◆ **Try it**
Transcribe all records exactly.

◆ **Records for processing**

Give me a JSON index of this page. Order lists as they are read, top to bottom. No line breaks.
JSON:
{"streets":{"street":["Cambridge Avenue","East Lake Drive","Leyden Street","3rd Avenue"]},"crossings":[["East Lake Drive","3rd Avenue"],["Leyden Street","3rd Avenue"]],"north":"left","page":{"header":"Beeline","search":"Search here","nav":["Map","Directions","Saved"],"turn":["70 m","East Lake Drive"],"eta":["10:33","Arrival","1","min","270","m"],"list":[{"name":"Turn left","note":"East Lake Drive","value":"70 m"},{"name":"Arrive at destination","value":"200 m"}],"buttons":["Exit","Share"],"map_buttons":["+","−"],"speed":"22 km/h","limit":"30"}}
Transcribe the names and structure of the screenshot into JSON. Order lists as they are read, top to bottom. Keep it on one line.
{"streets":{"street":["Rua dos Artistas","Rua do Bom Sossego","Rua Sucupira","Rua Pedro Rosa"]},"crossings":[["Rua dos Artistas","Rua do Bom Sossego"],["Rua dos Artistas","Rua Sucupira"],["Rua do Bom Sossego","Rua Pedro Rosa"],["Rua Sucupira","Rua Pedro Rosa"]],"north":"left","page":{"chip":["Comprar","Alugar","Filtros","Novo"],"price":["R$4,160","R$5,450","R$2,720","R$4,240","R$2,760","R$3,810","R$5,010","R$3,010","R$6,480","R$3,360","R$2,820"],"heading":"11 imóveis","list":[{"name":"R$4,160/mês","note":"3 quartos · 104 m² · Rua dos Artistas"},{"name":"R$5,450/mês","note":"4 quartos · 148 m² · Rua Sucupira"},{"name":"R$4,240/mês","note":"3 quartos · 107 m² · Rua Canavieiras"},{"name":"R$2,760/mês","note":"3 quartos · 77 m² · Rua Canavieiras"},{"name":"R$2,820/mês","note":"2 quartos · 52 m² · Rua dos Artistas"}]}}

◆ **Task answer**
Give me a JSON index of this page. Order lists as they are read, top to bottom. No line breaks.
JSON:
{"streets":{"street":["Cambridge Avenue","East Lake Drive","Leyden Street","3rd Avenue"]},"crossings":[["East Lake Drive","3rd Avenue"],["Leyden Street","3rd Avenue"]],"north":"left","page":{"header":"Beeline","search":"Search here","nav":["Map","Directions","Saved"],"turn":["70 m","East Lake Drive"],"eta":["10:33","Arrival","1","min","270","m"],"list":[{"name":"Turn left","note":"East Lake Drive","value":"70 m"},{"name":"Arrive at destination","value":"200 m"}],"buttons":["Exit","Share"],"map_buttons":["+","−"],"speed":"22 km/h","limit":"30"}}
Transcribe the names and structure of the screenshot into JSON. Order lists as they are read, top to bottom. Keep it on one line.
{"streets":{"street":["Rua dos Artistas","Rua do Bom Sossego","Rua Sucupira","Rua Pedro Rosa"]},"crossings":[["Rua dos Artistas","Rua do Bom Sossego"],["Rua dos Artistas","Rua Sucupira"],["Rua do Bom Sossego","Rua Pedro Rosa"],["Rua Sucupira","Rua Pedro Rosa"]],"north":"left","page":{"chip":["Comprar","Alugar","Filtros","Novo"],"price":["R$4,160","R$5,450","R$2,720","R$4,240","R$2,760","R$3,810","R$5,010","R$3,010","R$6,480","R$3,360","R$2,820"],"heading":"11 imóveis","list":[{"name":"R$4,160/mês","note":"3 quartos · 104 m² · Rua dos Artistas"},{"name":"R$5,450/mês","note":"4 quartos · 148 m² · Rua Sucupira"},{"name":"R$4,240/mês","note":"3 quartos · 107 m² · Rua Canavieiras"},{"name":"R$2,760/mês","note":"3 quartos · 77 m² · Rua Canavieiras"},{"name":"R$2,820/mês","note":"2 quartos · 52 m² · Rua dos Artistas"}]}}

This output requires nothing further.